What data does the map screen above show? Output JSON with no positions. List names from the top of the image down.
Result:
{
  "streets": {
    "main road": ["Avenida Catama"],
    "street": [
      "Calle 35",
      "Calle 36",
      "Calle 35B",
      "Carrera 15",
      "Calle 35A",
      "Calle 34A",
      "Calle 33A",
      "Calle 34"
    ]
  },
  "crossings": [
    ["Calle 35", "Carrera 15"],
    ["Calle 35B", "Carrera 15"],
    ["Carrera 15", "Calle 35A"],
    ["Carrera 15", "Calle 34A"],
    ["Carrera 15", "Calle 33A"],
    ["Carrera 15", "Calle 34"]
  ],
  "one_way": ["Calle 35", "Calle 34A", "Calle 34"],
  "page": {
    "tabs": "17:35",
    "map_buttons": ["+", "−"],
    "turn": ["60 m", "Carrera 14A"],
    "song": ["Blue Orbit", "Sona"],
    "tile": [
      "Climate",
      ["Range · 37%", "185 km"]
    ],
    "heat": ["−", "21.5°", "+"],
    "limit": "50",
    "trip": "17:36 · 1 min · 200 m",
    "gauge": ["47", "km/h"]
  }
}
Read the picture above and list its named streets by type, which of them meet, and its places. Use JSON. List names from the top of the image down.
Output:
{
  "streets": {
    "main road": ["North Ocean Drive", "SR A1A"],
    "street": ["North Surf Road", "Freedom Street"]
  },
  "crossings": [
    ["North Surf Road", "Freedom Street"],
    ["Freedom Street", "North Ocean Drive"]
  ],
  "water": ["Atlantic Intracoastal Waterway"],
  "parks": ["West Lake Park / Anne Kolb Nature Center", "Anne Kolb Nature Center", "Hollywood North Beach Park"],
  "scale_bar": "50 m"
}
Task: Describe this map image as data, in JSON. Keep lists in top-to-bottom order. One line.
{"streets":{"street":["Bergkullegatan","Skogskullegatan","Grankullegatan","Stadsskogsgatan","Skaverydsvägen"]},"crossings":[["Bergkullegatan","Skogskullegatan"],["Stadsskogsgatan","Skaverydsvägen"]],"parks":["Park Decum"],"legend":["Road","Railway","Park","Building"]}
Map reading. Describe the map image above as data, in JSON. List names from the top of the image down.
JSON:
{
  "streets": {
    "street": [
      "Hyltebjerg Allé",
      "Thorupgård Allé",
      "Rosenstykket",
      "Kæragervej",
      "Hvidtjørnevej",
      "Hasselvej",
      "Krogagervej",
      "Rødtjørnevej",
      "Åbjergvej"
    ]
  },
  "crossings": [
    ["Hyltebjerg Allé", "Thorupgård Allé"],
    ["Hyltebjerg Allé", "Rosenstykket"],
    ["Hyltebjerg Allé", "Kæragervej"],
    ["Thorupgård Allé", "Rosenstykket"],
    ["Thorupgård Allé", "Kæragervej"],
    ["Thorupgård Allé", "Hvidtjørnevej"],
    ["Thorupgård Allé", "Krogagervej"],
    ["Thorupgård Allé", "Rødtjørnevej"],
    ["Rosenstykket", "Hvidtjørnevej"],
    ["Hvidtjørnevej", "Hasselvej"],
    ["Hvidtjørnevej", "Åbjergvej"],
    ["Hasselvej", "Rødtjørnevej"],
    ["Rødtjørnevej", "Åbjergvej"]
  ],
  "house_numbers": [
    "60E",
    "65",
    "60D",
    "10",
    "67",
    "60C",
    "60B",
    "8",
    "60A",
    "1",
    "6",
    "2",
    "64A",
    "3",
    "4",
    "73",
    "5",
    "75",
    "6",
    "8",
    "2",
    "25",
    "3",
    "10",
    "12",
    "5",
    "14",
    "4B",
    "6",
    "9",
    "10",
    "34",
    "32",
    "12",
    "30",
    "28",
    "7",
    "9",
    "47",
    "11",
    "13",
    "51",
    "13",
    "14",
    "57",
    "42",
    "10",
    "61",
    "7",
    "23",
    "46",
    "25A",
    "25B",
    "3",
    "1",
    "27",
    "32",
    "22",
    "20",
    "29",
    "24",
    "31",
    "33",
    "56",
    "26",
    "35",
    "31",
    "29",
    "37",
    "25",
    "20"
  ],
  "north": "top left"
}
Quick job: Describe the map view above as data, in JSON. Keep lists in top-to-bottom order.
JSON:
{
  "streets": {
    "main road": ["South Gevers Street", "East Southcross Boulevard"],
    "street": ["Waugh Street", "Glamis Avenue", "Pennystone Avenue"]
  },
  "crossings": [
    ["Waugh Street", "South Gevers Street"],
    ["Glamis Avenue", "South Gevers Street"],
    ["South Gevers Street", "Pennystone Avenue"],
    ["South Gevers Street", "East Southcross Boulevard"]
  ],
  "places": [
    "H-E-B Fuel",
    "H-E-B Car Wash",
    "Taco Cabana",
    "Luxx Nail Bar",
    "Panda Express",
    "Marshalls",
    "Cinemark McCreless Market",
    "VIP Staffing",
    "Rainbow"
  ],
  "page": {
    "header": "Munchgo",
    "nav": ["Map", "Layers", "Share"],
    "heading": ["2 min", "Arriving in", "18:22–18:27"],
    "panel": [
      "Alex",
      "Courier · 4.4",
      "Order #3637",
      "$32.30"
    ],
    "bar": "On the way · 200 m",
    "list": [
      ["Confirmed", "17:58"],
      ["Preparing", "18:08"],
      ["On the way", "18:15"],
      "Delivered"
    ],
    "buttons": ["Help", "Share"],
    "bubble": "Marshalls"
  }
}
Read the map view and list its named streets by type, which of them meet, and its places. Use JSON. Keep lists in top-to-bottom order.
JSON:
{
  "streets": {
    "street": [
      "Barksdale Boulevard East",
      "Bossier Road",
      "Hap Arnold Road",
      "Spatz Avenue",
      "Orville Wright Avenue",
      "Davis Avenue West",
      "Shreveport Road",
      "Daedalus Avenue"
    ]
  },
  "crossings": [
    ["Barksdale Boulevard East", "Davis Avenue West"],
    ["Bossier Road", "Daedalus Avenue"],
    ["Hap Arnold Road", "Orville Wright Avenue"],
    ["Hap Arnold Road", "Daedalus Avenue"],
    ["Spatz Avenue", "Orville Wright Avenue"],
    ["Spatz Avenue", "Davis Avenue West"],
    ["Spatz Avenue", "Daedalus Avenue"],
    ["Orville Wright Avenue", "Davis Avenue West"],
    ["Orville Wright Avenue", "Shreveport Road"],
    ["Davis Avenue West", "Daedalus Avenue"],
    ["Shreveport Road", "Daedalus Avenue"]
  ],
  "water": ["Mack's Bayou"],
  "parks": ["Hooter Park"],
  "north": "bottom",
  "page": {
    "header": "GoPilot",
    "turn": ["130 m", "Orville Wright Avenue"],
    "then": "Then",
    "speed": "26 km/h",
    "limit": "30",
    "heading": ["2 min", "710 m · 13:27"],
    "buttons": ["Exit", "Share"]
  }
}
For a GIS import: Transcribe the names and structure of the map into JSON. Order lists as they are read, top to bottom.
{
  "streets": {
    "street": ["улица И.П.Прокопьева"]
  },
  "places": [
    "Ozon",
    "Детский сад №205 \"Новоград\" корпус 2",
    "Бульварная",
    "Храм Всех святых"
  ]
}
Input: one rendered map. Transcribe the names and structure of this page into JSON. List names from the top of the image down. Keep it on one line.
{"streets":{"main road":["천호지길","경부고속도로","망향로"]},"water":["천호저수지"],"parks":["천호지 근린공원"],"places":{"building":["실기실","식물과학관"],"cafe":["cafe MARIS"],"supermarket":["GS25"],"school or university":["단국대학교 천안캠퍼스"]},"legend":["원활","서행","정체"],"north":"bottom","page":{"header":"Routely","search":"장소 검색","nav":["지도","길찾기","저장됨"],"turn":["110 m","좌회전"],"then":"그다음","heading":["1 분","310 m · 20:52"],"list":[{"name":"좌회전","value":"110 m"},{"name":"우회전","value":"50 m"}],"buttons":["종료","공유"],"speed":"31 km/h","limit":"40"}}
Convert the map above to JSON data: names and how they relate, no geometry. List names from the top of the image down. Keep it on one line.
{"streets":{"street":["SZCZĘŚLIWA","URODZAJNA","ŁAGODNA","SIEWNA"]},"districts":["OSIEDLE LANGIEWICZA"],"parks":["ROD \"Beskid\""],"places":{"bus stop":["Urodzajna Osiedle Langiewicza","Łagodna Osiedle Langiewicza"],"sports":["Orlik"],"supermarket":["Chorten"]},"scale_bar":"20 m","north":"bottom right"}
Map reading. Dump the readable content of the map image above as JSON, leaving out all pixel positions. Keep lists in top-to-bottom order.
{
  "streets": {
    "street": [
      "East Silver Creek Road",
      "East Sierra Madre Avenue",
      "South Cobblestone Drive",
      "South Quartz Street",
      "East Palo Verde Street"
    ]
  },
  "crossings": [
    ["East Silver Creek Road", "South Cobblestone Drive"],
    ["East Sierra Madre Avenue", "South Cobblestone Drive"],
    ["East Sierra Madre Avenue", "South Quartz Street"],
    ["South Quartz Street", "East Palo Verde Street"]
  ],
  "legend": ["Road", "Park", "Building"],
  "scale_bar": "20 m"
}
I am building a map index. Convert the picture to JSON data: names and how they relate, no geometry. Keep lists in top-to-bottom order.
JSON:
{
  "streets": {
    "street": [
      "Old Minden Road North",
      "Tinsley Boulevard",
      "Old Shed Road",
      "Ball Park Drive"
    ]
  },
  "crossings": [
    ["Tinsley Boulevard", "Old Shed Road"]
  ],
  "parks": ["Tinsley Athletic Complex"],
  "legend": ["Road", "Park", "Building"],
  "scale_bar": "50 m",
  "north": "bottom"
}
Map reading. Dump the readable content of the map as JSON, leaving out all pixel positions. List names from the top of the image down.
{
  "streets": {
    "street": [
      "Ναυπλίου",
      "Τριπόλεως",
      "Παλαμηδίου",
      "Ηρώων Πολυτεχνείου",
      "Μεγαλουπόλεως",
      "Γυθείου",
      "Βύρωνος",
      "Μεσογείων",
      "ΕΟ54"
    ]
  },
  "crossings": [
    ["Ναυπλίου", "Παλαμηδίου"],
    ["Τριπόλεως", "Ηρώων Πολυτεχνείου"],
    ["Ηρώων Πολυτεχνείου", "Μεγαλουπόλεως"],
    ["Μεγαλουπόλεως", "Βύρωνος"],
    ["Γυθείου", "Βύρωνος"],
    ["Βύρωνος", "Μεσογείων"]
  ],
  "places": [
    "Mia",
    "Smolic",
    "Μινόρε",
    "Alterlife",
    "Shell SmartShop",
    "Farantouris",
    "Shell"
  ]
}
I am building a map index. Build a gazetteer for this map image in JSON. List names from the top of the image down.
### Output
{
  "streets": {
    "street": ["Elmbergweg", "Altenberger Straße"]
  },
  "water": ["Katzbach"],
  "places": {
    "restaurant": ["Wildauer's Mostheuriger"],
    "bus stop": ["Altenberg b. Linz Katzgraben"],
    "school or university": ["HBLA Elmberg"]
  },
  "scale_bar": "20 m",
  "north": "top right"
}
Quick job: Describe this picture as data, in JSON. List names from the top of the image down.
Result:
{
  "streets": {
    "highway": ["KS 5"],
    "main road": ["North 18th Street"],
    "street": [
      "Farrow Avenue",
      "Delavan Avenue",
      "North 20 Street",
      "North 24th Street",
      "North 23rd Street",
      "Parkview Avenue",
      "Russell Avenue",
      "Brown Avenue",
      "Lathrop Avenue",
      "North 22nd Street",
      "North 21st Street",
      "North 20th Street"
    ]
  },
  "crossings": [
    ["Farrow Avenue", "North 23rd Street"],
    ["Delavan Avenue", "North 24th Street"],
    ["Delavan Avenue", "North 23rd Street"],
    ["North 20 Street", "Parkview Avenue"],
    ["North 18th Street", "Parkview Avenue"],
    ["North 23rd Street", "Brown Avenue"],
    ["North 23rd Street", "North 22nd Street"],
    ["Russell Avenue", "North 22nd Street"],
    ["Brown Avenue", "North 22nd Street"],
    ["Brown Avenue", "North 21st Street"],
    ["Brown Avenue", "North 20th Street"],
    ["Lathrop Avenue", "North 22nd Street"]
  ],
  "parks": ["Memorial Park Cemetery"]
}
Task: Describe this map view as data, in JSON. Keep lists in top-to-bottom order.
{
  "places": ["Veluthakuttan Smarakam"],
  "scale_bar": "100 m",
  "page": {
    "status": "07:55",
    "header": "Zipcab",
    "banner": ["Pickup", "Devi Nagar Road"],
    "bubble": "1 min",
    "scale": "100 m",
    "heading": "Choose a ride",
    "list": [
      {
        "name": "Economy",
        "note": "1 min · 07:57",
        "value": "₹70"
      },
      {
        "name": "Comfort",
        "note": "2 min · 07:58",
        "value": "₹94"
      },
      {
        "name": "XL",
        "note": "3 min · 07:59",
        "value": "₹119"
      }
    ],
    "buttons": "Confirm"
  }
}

#### [WHAT THE TASK ASKS]
Search term "named": return each line of the data that contains it.

#### [SOLVED EXERCISE]
Read the picture above and list its named streets by type, which of them meet, and its places. Use JSON. List names from the top of the image down.
Read the map view and list its named streets by type, which of them meet, and its places. Use JSON. Keep lists in top-to-bottom order.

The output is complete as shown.